Von Tränen träumen

Eines der wenigen Traumbilder, das körperliche Spuren hinterlässt: Menschen weinen tatsächlich im Schlaf, und die Überlieferung liest Tränen eher als Entlastung denn als Trauer.

Manche landen hier, weil sie aufgewacht sind und ihr Gesicht wirklich nass war.
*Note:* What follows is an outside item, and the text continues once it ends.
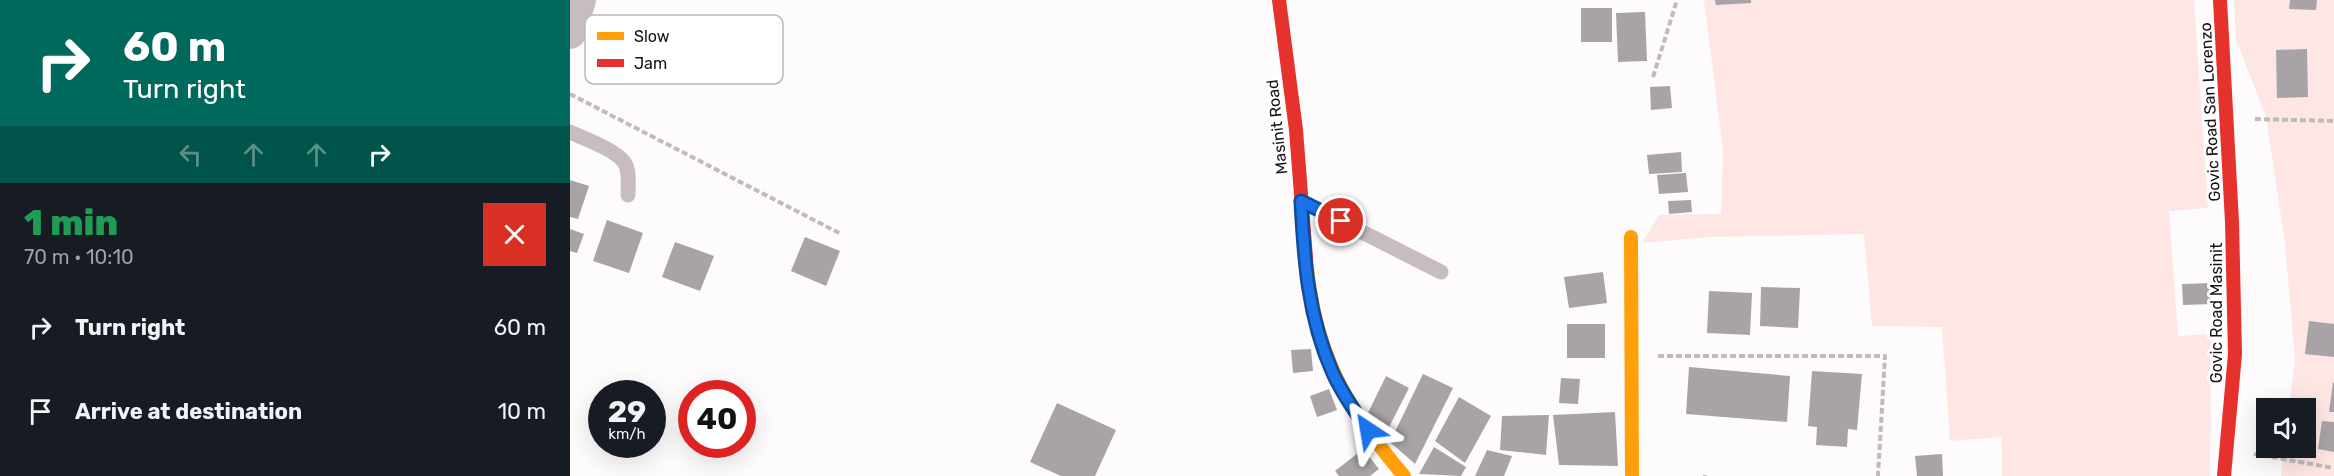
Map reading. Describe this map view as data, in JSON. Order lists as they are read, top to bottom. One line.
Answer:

Das kommt vor, es ist beschrieben, und es gehört vor jede Symbolik: Weinen im Schlaf ist ein körperlicher Vorgang, am häufigsten berichtet nach gefühlsmäßig schweren Tagen, in Trauerzeiten und in den tieferen Stunden der Nacht. Die überlieferte Lesart passt gut daneben, denn Deuter behandeln Traumtränen seit Langem als Druck, der einen Ausweg findet, und das steht der Erleichterung näher als der Traurigkeit.

Weinen ohne Traurigkeit

Am seltsamsten finden Träumende die Fassung, in der sie heftig schluchzen und dabei gar nichts empfinden oder sogar ruhig bleiben. Ältere Quellen kommen damit mühelos zurecht und sehen darin etwas, das abfließt, ohne dass der wache Kopf ihm schon einen Namen gegeben hätte. Auffällig oft berichten das Menschen, die von sich sagen, sie weinten eigentlich nie, was für diese Deutung spricht und nicht gegen sie.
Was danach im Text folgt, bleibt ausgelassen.